On May 8 2014, the Financial Conduct Authority (FCA) issued five warnings about firms suspected of carrying out consumer credit activities without its authorisation. These firms were Manchester-based debt adjuster GEO Finance Ltd; Liverpool-based personal loan lender City Loans; Stockport-based City Financial Ltd; London and Manchester-based personal loan broker UK Loans; and a broker of many types of loan, Loan To Loans, whose location is unclear.

None of these firms that have a website make any claims on their sites to be authorised by the FCA or any other body. Interestingly, the City Loans website appears to contain endorsements from three well-known daily newspapers. The site also says they are a ‘reputable’ company, which some might disagree with in the light of the FCA warning.

There has also been the first recorded example of an authorised credit firm being ‘cloned’, when a payday loan broker started using the name QuickCash. This firm is not authorised by the FCA, but a Dorset-based short-term lender called Chandler Hart Ltd, which uses the trading name QuickCashClub, is authorised. The website of the unauthorised firm is www.quickcash.co.uk, and even though it uses a UK web address and the FCA says it has evidence the firm is targeting people in the UK, the site actually refers to loan amounts in dollars.

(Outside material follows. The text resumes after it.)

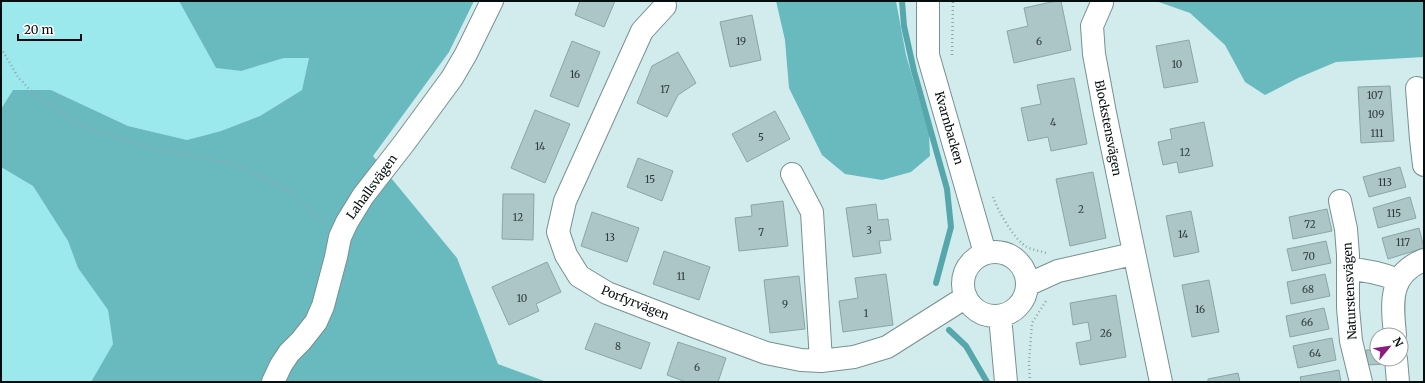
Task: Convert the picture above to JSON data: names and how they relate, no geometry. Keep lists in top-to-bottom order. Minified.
{"streets":{"street":["Kvarnbacken","Blockstensvägen","Lahallsvägen","Naturstensvägen","Porfyrvägen"]},"crossings":[["Kvarnbacken","Porfyrvägen"]],"house_numbers":["19","6","10","16","17","107","109","4","111","5","14","12","15","113","2","115","12","72","3","7","14","13","117","70","11","68","10","9","16","1","66","26","8","64","6"],"scale_bar":"20 m","north":"top right"}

Sometimes an authorised firm will adopt a very similar name to an existing regulated firm in an attempt to trick customers into thinking they are authorised. For example, on April 25 a warning was issued by the FCA about a firm using the name ING Bank, which was not connected to the well-known Netherlands bank of this name; and on May 7 a warning was given about a firm calling itself BNY Mellon Wealth Management, who have no association with the investment bank BNY Mellon. Cloned firms are often associated with cold calling by fraudsters, in that they use a name which appears to be that of a well-known reputable firm.

Customers are advised to check the Financial Services Register and the Consumer Credit Interim Permission Register to ensure that firms they deal with are authorised, and to report any unauthorised firms to the FCA. Customers who do business with unauthorised firms will not be able to make a complaint about that firm to the Financial Ombudsman Service, or make a claim to the Financial Services Compensation Scheme if the firm becomes insolvent.

As part of its enforcement activities, the FCA seeks to prevent firms carrying out regulated activities without its authorisation. Doing so is a criminal offence.